§ EXERCISE
Scan the records for lines with the word "controls", and copy every such line.

§ SUPPLIED MATERIAL
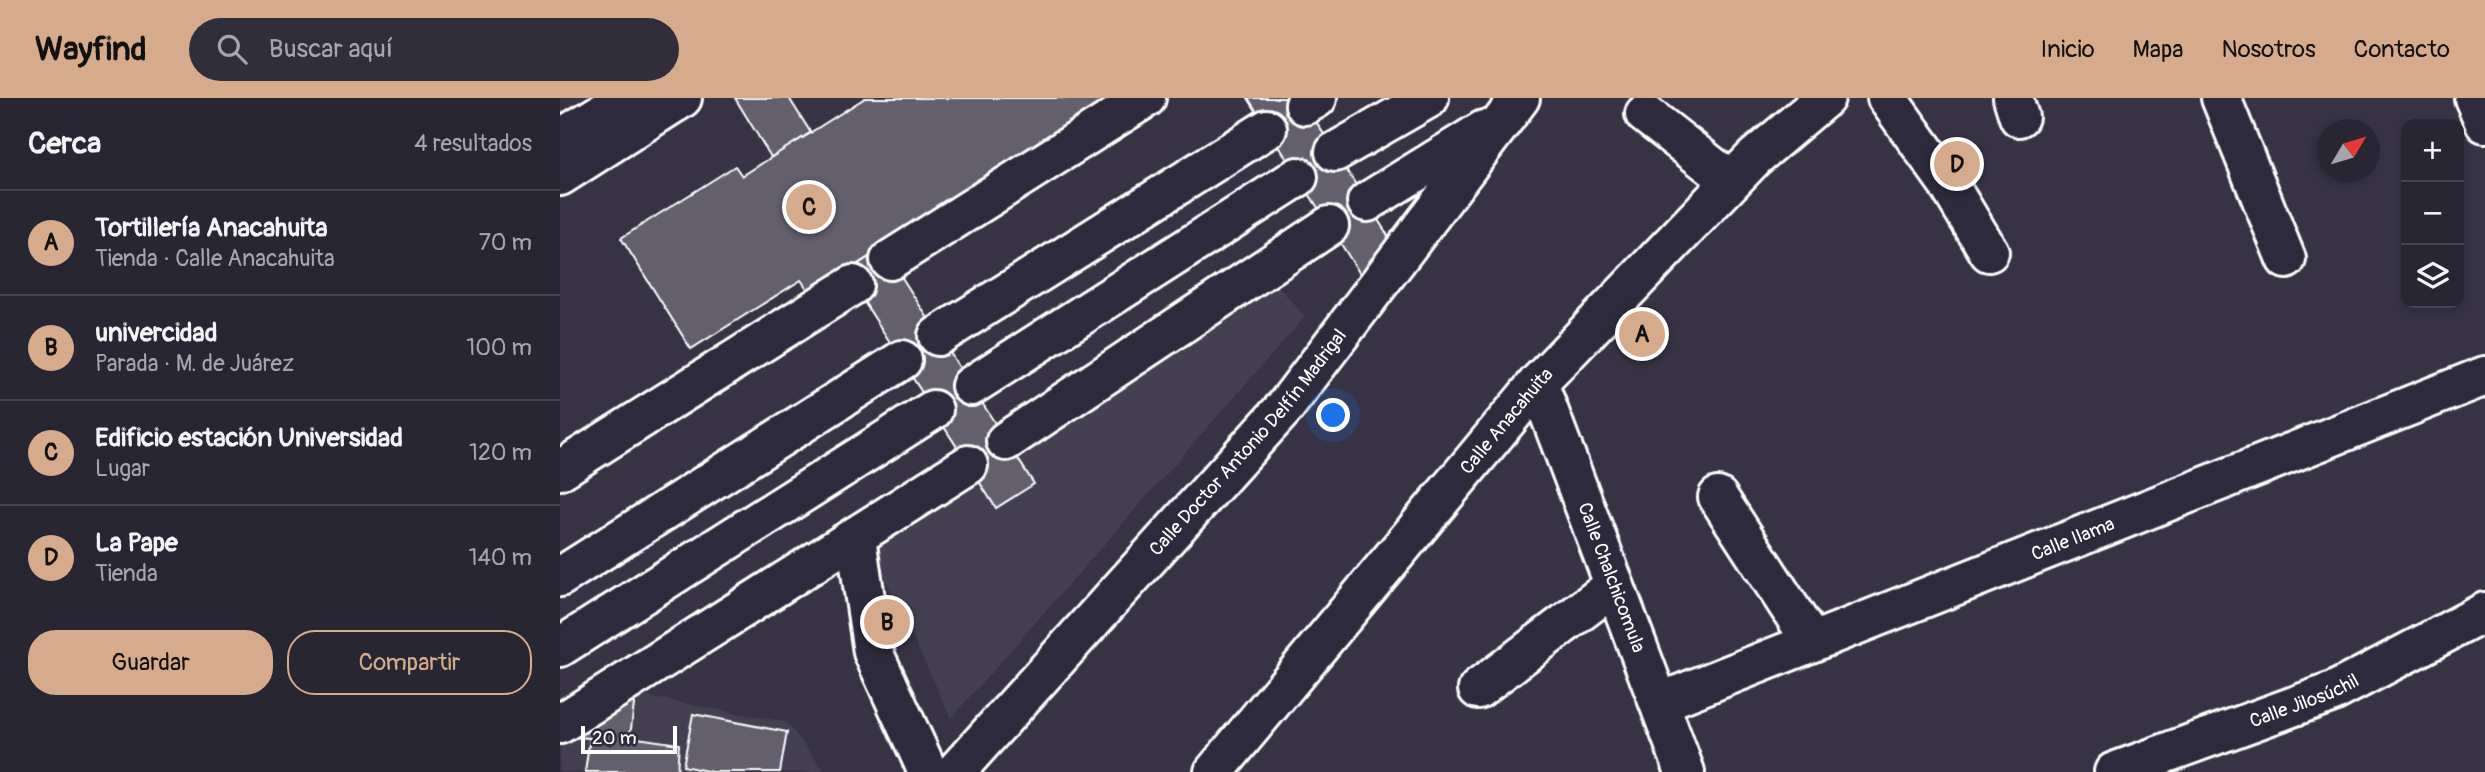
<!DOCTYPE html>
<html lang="es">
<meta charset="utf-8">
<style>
:root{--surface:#292634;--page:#312e3c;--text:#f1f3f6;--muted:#a5a5ac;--line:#45434f;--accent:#d6ab8b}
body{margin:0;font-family:Pangolin,sans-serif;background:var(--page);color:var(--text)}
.controls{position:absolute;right:21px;top:21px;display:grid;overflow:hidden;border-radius:14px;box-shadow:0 4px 10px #0003}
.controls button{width:63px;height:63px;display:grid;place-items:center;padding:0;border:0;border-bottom:2px solid var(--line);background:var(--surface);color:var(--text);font:35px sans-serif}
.compass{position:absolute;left:1757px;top:21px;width:63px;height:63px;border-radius:50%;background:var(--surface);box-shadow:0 4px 10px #0003;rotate:52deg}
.scale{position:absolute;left:21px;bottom:18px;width:96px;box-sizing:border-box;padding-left:7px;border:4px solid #fff;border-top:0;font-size:19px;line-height:24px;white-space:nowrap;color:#fff;-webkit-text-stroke:5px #2f2a3d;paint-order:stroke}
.you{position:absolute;left:774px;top:318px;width:24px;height:24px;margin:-18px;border:5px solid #fff;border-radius:50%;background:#1a73e8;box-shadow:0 0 0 10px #1a73e833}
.badge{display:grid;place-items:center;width:46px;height:46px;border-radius:50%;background:var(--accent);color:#111;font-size:23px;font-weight:700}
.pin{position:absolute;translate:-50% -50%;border:4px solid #fff;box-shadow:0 2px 7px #0006}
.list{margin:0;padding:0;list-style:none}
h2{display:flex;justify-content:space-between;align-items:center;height:91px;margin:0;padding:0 28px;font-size:30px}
h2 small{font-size:23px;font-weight:400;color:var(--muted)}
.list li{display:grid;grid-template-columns:46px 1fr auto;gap:21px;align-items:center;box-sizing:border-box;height:105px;padding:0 28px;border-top:2px solid var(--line)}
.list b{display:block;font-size:26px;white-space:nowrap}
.list p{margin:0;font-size:23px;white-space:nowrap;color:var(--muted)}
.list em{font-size:23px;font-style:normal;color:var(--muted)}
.actions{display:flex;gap:14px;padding:21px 28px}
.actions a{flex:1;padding:16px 0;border:2px solid var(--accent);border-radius:28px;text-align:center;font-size:24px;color:var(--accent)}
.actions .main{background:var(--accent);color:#111}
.icon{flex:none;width:38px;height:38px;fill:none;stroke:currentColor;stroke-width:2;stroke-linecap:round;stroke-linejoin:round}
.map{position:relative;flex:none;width:1925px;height:674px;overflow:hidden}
header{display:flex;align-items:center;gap:42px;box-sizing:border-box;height:98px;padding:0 35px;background:var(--accent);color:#111}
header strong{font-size:33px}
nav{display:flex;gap:38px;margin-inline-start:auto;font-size:24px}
.search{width:490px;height:63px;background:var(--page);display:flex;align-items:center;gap:18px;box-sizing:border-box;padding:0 24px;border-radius:38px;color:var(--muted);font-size:26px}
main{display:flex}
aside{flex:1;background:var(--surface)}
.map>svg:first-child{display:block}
.built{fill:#444051}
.building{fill:#635f6d;stroke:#fff;stroke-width:2}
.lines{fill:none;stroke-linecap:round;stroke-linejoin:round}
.minor-casing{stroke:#fff;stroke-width:44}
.major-casing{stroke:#fff;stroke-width:44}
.minor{stroke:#2f2a3d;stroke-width:38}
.major{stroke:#2f2a3d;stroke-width:38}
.labels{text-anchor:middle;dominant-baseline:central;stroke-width:6;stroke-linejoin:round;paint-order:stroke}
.street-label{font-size:19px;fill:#fff;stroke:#2f2a3d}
</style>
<header>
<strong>Wayfind</strong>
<div class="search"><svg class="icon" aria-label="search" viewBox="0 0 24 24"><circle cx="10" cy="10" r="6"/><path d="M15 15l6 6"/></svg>Buscar aquí</div>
<nav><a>Inicio</a><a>Mapa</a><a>Nosotros</a><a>Contacto</a></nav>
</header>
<main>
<aside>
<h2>Cerca<small>4 resultados</small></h2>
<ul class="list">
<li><span class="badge">A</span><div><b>Tortillería Anacahuita</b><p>Tienda · Calle Anacahuita</p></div><em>70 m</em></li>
<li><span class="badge">B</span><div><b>univercidad</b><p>Parada · M. de Juárez</p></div><em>100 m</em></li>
<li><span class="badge">C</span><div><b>Edificio estación Universidad</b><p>Lugar</p></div><em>120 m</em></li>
<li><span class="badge">D</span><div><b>La Pape</b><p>Tienda</p></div><em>140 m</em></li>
</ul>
<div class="actions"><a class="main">Guardar</a><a>Compartir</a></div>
</aside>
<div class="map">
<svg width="1925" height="674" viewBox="0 0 1925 674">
<rect width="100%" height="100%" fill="#373345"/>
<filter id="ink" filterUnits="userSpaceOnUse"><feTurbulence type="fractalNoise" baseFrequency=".0143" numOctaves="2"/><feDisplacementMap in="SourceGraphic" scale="14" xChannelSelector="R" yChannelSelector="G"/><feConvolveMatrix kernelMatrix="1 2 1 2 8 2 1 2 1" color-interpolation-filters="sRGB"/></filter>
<g filter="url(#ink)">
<!-- built -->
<path class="built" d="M710,178l35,41 -354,401 -81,-171z
M56,593l170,31 40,50h-266v-42z"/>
<!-- building -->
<path class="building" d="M175,0h54l22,35 -40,24z
M305,0h255l-309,196 -10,-14 -110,69 -70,-111 114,-72 7,10z
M688,0h53l98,155 -37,24z
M323,150l151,236 -38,24 -151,-236z
M75,598l-5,41 49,7 -2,28h-92l5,-34 -30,-2z
M133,616l94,18 -7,40h-68l-29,-6z"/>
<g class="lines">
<defs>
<g id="minor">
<path d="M1327,0l60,84 42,70"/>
<path d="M1453,0l6,19"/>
<path d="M1661,0l65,161"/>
<path d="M1914,0l11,25"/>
<path d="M745,7l12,-7"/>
<path d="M1085,16l86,67"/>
<path d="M0,41l52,-32 64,-5"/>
<path d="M775,54l94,-54"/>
<path d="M807,104l117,-72"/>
<path d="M378,238l329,-207"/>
<path id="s1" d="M978,285l147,389"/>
<path d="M411,288l327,-209"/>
<path d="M446,343l323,-215"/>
<path d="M1158,399l94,145"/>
<path d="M296,440l17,114 55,120"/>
<path d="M0,479l342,-217"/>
<path d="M0,549l373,-237"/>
<path d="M918,591l136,-103"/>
<path id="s2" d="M1101,604l824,-326"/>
<path d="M0,626l408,-259"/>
<path id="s3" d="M395,674l330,-365 235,-309"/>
<path id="s4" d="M654,674l324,-389 216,-225 71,-60"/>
<path id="s5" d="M1554,674l219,-80 152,-80"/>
</g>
<path id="major" d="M0,78l122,-78
M330,162l256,-162
M0,372l293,-185"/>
</defs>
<!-- minor casing -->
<use href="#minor" class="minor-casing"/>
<!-- major casing -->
<use href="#major" class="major-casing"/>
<!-- minor -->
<use href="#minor" class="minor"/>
<!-- major -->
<use href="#major" class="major"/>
</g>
</g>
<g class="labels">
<!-- street labels -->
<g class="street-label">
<text stroke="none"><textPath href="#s4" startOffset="457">Calle Anacahuita</textPath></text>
<text stroke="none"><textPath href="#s3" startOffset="441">Calle Doctor Antonio Delfín Madrigal</textPath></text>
<text stroke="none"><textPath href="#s2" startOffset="443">Calle Ilama</textPath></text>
<text stroke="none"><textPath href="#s1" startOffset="208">Calle Chalchicomula</textPath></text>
<text stroke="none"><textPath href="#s5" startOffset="203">Calle Jilosúchil</textPath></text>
</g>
</g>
</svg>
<div class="controls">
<button>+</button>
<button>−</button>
<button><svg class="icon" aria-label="layers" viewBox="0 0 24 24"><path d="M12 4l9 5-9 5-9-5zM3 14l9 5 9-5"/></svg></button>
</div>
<svg class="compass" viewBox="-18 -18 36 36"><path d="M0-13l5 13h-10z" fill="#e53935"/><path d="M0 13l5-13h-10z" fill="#a5a5ac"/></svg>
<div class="scale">20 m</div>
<div class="you"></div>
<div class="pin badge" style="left:1082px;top:236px">A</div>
<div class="pin badge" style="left:327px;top:524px">B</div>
<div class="pin badge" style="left:249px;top:109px">C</div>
<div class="pin badge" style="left:1397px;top:66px">D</div>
</div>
</main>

§ EXPECTED ANSWER
.controls{position:absolute;right:21px;top:21px;display:grid;overflow:hidden;border-radius:14px;box-shadow:0 4px 10px #0003}
.controls button{width:63px;height:63px;display:grid;place-items:center;padding:0;border:0;border-bottom:2px solid var(--line);background:var(--surface);color:var(--text);font:35px sans-serif}
<div class="controls">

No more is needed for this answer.